§ Aim of the exercise
Your copy of the data should leave out the images and match everything else exactly.

§ Data listing
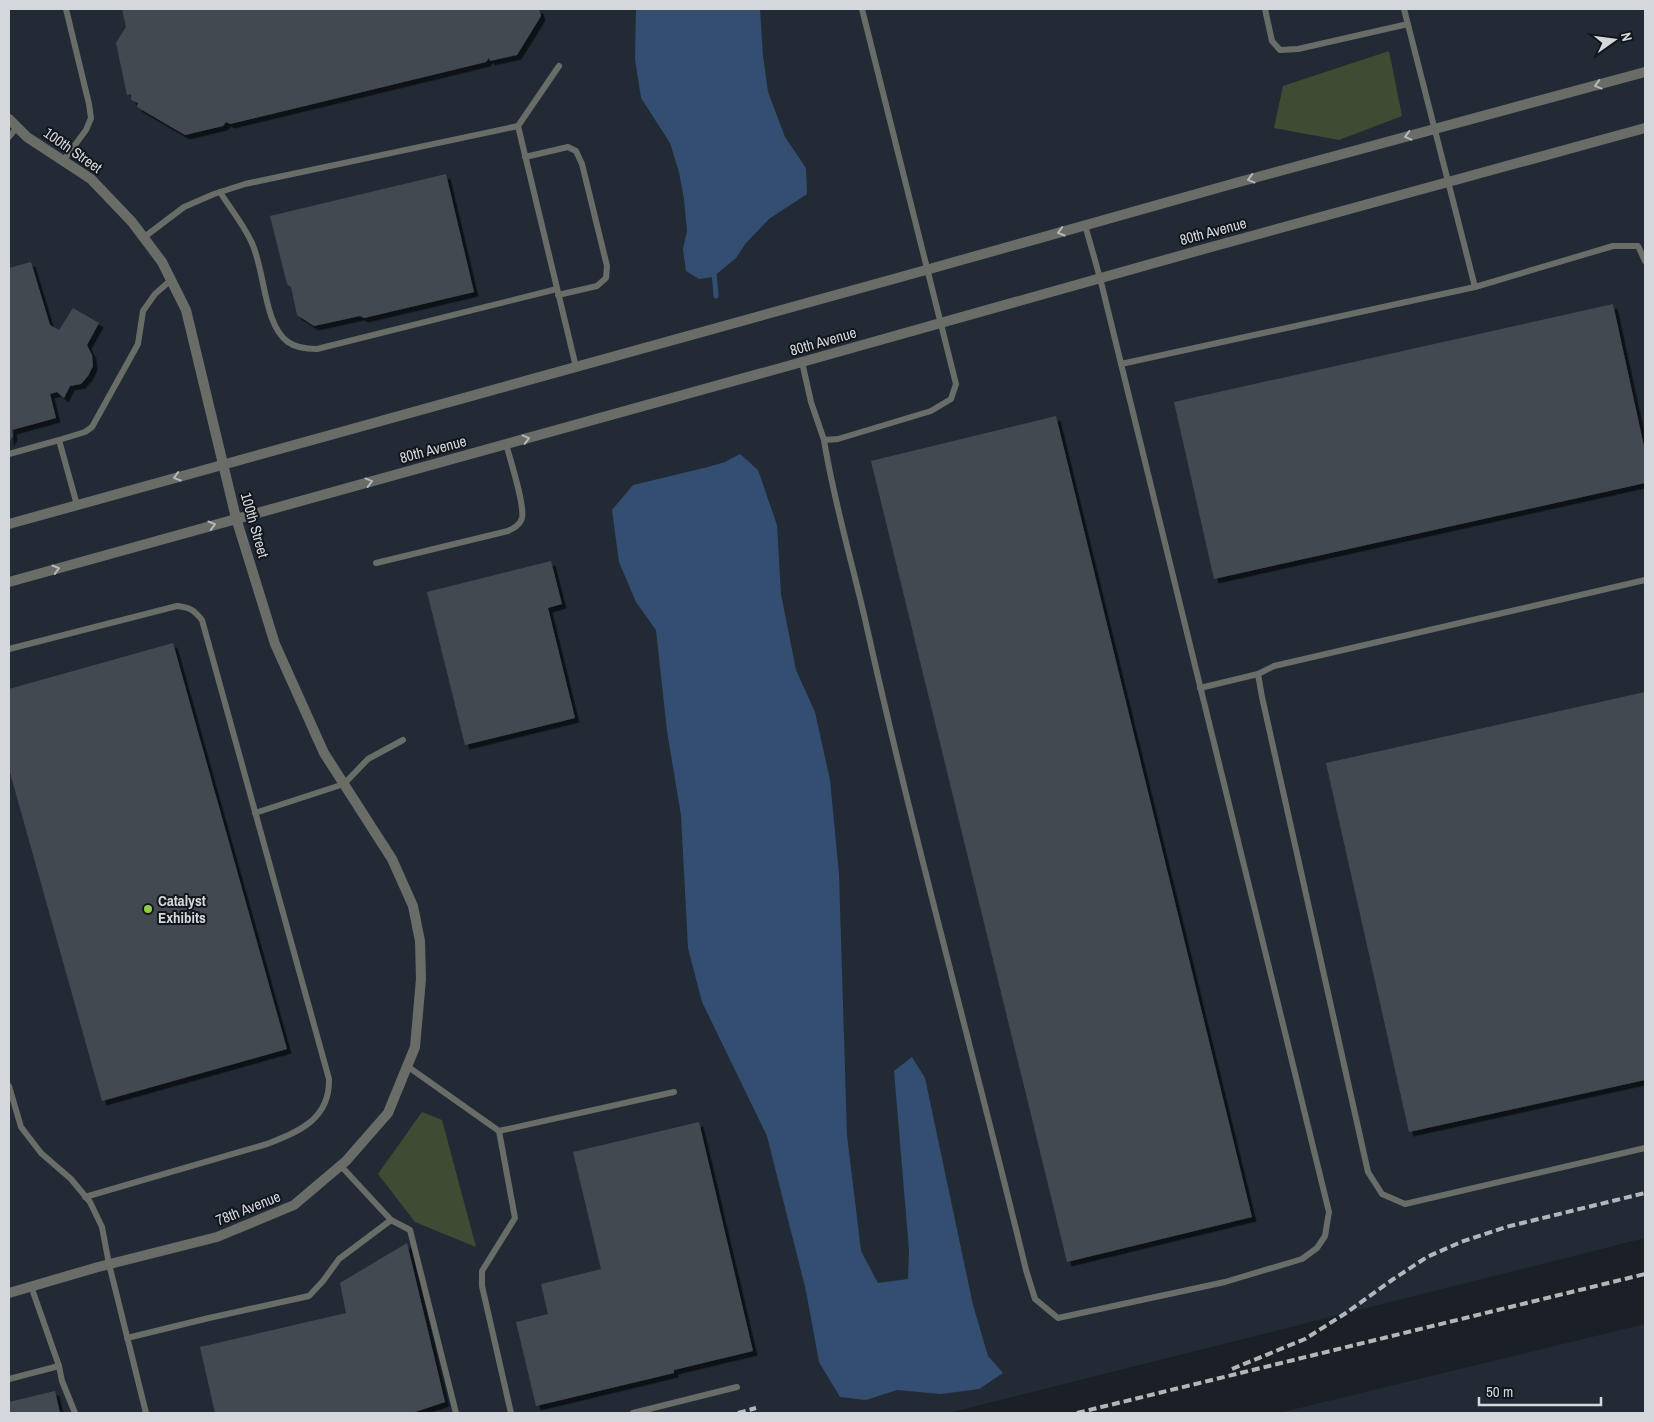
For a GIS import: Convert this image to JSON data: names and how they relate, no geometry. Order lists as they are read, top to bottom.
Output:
{
  "streets": {
    "street": ["100th Street", "80th Avenue", "78th Avenue"]
  },
  "crossings": [
    ["100th Street", "80th Avenue"],
    ["100th Street", "78th Avenue"]
  ],
  "places": ["Catalyst Exhibits"],
  "scale_bar": "50 m",
  "north": "right"
}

§ Answer section
For a GIS import: Convert this image to JSON data: names and how they relate, no geometry. Order lists as they are read, top to bottom.
Output:
{
  "streets": {
    "street": ["100th Street", "80th Avenue", "78th Avenue"]
  },
  "crossings": [
    ["100th Street", "80th Avenue"],
    ["100th Street", "78th Avenue"]
  ],
  "places": ["Catalyst Exhibits"],
  "scale_bar": "50 m",
  "north": "right"
}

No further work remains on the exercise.